À Kalobeyei, chaque lot compte entre 12 et 14 maisons construites en 22 jours en moyenne. Les réfugiés sont en mesure de négocier les prix des matériaux de construction, car ils achètent en gros avec leurs voisins. L’emploi efficient et efficace des fonds à leur disposition leur permet d'affecter l'argent restant à d'autres aménagements ou à l'achat d'articles essentiels comme du savon et des ustensiles de cuisine.
« En donnant aux réfugiés l'argent nécessaire à la construction de leur propre maison, nous donnons à tous les membres de la communauté le moyen d'assumer leur existence », ajoute Moffat Kamau. « Ce processus a amélioré les relations avec la communauté hôte vu que l'argent dépensé est réinjecté dans l'économie locale. »
Le HCR a noué un partenariat avec une banque kényane, Equity Bank, pour ouvrir des comptes en banque aux réfugiés qui utilisent des cartes de retrait spéciales pour retirer l'argent destiné à la construction de leur maison. Les fonds sont mis à disposition en trois versements pour s'assurer que les familles échelonnent correctement les travaux de construction, conformément aux normes de construction définies par les experts en bâtiment du HCR.
« Ce processus a amélioré les relations avec la communauté hôte vu que l'argent dépensé est réinjecté dans l'économie locale. »
Comme Florence a une grande famille, l'aide qui lui est allouée lui permettra de construire deux maisons, dont l'une est déjà complètement achevée.
« Je suis heureuse. C'est de constater que chez vous, c’est différent et qu'on se sent juste bien chez soi », dit-elle dans un sourire. « Vous pouvez acheter des vêtements pour les enfants, vous pouvez aussi acheter un matelas, des chaises et des rideaux et vous vous sentez bien. »
À ce jour, plus de 1000 réfugiés, dont Florence, ont pu faire construire des maisons plus sûres et plus solides grâce à ce programme appuyé par les principaux pays donateurs, dont le Gouvernement du Japon.
Les réussites du programme seront présentées en fin de semaine à la Conférence internationale de Tokyo sur le développement de l'Afrique, une manifestation annuelle organisée par le Gouvernement japonais, en partenariat avec le PNUD, la Commission de l'Union africaine et la Banque mondiale.
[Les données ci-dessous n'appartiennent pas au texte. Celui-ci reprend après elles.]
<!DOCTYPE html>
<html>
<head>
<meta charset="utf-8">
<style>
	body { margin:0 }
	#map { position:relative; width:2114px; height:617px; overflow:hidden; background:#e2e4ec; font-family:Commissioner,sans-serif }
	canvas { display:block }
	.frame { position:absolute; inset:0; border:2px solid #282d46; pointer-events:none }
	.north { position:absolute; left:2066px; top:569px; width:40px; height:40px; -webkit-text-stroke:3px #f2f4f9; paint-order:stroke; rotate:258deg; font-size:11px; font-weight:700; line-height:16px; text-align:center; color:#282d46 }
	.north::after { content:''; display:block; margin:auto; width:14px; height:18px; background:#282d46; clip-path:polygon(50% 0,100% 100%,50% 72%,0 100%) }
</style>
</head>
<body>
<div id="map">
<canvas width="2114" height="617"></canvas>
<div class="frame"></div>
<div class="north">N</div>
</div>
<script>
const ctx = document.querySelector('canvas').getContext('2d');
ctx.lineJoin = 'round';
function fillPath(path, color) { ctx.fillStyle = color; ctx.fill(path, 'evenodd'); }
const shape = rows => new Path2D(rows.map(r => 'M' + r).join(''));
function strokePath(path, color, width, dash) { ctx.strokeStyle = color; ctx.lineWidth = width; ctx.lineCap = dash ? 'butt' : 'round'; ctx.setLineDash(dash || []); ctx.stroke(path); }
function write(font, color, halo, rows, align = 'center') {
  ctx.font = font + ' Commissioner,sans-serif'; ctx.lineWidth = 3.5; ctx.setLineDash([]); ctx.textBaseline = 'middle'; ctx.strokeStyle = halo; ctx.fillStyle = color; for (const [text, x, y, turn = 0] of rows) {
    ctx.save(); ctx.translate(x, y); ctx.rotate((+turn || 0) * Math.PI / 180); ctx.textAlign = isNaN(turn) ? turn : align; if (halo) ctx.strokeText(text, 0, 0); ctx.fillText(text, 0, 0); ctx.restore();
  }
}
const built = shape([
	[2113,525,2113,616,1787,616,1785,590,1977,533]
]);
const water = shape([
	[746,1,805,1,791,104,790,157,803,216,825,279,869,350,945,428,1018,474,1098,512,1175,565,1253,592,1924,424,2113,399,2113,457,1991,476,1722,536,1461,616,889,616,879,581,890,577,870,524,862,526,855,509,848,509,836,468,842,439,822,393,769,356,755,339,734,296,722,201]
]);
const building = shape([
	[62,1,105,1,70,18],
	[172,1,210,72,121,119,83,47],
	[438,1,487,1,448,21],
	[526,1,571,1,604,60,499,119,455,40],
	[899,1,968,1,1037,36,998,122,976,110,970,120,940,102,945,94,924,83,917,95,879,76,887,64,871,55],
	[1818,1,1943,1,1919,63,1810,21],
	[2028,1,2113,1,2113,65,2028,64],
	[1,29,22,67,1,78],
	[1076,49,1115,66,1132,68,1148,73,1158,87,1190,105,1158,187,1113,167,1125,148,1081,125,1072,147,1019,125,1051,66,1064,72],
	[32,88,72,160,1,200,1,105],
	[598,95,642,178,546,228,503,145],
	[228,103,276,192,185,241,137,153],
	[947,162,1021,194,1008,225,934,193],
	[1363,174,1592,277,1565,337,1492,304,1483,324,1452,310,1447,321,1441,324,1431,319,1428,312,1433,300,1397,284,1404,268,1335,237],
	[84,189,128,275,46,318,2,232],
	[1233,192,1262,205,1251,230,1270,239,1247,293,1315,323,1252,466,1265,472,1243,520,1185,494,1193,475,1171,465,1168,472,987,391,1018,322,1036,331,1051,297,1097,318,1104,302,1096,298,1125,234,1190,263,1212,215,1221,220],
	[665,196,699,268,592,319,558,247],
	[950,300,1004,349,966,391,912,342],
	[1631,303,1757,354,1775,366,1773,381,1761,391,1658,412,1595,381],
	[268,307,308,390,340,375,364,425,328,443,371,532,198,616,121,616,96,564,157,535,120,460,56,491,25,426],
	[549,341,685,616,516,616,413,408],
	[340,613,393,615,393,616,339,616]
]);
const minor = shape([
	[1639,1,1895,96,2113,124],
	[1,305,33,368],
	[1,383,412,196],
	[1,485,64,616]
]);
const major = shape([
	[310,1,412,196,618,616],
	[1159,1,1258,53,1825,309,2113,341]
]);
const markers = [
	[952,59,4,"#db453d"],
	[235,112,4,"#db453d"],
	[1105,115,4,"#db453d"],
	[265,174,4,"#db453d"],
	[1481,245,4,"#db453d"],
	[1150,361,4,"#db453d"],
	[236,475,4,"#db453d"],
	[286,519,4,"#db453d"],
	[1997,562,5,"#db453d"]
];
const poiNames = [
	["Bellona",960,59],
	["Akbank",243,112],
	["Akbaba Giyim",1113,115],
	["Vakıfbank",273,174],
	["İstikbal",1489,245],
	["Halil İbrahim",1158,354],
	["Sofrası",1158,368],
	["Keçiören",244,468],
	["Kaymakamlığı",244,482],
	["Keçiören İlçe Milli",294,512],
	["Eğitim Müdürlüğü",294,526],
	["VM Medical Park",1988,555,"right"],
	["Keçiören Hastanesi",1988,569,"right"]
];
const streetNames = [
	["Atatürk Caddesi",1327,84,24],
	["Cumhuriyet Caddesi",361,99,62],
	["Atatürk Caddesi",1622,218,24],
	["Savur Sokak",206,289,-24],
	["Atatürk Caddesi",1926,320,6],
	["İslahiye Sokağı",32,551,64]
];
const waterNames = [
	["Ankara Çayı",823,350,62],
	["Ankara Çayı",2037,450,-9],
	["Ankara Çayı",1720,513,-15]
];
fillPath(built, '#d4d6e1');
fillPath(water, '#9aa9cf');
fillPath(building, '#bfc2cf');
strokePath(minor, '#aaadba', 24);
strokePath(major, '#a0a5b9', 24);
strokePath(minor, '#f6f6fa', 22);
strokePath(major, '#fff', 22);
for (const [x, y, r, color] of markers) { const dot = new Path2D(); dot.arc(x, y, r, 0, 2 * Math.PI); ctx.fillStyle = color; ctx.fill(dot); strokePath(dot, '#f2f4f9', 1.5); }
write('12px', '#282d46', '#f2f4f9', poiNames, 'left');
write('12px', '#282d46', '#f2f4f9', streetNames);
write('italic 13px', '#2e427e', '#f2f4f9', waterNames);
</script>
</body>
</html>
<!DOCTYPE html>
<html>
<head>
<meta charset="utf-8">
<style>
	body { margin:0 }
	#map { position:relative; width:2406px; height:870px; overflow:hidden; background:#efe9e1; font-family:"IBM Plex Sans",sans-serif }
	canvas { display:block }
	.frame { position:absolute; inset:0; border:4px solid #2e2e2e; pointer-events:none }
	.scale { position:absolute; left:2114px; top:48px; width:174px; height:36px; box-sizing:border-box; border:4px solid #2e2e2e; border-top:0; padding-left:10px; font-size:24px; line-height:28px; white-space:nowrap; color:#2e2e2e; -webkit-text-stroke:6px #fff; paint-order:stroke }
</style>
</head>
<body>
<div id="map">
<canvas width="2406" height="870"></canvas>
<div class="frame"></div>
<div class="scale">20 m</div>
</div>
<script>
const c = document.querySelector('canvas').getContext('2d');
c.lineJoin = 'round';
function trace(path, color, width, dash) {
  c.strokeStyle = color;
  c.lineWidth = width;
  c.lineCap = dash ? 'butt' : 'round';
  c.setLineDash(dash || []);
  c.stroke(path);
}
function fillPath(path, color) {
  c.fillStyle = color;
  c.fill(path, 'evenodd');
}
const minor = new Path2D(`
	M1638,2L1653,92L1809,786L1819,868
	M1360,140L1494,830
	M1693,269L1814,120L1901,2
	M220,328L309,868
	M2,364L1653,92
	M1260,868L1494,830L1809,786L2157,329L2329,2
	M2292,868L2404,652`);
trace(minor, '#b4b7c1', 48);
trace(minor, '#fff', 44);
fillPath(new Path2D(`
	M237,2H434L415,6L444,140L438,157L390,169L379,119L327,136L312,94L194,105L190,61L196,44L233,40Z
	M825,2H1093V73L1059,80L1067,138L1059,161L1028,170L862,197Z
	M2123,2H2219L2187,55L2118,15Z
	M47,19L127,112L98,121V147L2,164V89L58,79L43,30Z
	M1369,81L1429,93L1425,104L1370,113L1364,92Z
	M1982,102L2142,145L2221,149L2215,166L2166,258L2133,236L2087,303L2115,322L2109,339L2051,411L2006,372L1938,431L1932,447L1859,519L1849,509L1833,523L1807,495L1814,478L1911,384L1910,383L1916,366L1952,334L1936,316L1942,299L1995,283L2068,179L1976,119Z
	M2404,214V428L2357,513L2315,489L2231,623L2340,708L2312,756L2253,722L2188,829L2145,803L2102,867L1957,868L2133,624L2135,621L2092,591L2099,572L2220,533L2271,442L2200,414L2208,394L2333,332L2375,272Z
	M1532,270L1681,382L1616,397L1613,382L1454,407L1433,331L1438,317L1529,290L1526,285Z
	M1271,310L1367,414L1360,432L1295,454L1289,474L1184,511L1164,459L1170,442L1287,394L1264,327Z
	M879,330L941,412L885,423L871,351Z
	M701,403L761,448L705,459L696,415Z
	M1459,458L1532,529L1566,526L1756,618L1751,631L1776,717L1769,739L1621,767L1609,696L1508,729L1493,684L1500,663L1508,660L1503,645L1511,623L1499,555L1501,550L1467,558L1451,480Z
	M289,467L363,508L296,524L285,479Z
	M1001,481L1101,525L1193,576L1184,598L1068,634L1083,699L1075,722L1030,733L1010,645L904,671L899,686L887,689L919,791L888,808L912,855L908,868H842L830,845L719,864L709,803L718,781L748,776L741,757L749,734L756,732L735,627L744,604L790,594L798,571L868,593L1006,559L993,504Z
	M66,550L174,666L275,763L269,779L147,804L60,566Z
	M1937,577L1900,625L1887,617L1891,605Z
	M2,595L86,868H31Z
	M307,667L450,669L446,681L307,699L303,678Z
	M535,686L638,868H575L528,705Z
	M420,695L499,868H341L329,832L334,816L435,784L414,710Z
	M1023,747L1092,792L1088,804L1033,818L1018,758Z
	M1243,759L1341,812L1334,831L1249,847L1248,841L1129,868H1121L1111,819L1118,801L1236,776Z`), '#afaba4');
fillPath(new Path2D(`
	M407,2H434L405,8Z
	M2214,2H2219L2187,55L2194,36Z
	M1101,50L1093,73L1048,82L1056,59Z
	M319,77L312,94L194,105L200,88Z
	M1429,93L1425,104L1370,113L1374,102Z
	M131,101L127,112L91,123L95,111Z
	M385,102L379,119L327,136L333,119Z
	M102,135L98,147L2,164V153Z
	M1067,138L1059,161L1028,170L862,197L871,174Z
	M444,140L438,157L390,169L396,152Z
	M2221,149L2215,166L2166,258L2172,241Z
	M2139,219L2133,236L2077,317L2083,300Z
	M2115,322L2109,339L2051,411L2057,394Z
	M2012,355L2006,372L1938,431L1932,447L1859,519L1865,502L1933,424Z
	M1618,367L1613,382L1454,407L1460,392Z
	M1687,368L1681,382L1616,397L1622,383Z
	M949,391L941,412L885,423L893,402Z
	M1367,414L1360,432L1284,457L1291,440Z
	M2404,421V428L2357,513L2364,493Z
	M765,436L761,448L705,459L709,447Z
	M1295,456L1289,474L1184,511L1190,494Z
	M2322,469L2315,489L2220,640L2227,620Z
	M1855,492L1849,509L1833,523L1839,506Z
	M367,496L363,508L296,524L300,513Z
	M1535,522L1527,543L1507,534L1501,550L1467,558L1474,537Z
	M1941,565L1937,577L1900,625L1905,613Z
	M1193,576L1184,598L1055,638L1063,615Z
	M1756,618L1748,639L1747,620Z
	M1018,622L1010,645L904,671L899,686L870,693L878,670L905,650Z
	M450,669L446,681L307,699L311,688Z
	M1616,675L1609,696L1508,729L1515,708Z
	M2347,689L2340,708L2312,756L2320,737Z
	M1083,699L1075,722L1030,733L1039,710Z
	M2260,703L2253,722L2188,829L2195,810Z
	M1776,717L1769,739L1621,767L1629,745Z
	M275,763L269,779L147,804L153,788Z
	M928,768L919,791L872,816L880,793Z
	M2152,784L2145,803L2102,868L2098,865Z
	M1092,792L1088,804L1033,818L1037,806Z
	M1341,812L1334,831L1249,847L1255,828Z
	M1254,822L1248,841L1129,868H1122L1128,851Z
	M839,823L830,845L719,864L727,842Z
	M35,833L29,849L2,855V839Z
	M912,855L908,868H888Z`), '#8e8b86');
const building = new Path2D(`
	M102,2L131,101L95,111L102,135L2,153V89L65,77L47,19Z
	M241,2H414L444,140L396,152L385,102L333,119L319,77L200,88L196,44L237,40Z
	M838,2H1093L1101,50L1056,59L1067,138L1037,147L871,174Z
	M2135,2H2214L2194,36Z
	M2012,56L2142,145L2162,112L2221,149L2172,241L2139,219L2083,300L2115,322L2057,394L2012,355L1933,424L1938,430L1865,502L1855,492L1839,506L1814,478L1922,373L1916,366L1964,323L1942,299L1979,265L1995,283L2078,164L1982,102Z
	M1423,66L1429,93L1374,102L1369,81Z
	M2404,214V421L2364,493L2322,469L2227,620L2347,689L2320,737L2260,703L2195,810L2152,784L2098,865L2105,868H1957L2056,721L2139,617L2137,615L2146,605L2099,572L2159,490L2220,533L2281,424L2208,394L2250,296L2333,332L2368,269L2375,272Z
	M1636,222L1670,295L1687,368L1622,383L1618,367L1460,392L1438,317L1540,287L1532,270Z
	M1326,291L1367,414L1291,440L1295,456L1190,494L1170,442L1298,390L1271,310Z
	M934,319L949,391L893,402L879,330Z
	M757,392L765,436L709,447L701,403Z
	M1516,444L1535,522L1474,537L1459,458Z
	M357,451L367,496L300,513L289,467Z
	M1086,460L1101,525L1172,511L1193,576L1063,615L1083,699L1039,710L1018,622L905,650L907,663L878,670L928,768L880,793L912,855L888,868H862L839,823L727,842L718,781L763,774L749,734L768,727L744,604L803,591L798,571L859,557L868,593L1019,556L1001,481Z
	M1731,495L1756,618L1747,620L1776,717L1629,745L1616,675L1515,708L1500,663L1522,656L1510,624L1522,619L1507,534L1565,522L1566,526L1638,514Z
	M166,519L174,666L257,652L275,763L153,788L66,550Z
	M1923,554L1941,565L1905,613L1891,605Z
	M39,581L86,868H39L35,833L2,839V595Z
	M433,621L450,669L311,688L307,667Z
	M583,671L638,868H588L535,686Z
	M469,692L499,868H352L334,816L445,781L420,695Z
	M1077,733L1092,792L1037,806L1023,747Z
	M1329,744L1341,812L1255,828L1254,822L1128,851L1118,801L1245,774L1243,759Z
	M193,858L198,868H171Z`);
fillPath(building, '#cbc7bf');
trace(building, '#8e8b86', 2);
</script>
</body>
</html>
Durant le Forum mondial sur les réfugiés prévu en décembre prochain, les pays étudieront des initiatives et autres modalités visant à mieux partager et renforcer la réponse internationale aux crises de réfugiés.
De belles réussites, comme le projet de construction d’abris à Kalobeyei, viendront démontrer comment des réponses globales contribuent déjà à transformer l'existence de réfugiés tels que Florence et des membres des communautés hôtes dans de nombreuses régions du monde. Ces succès sont également essentiels, car ils incitent la communauté internationale à engager des contributions à fort impact favorisant la pleine application du Pacte mondial.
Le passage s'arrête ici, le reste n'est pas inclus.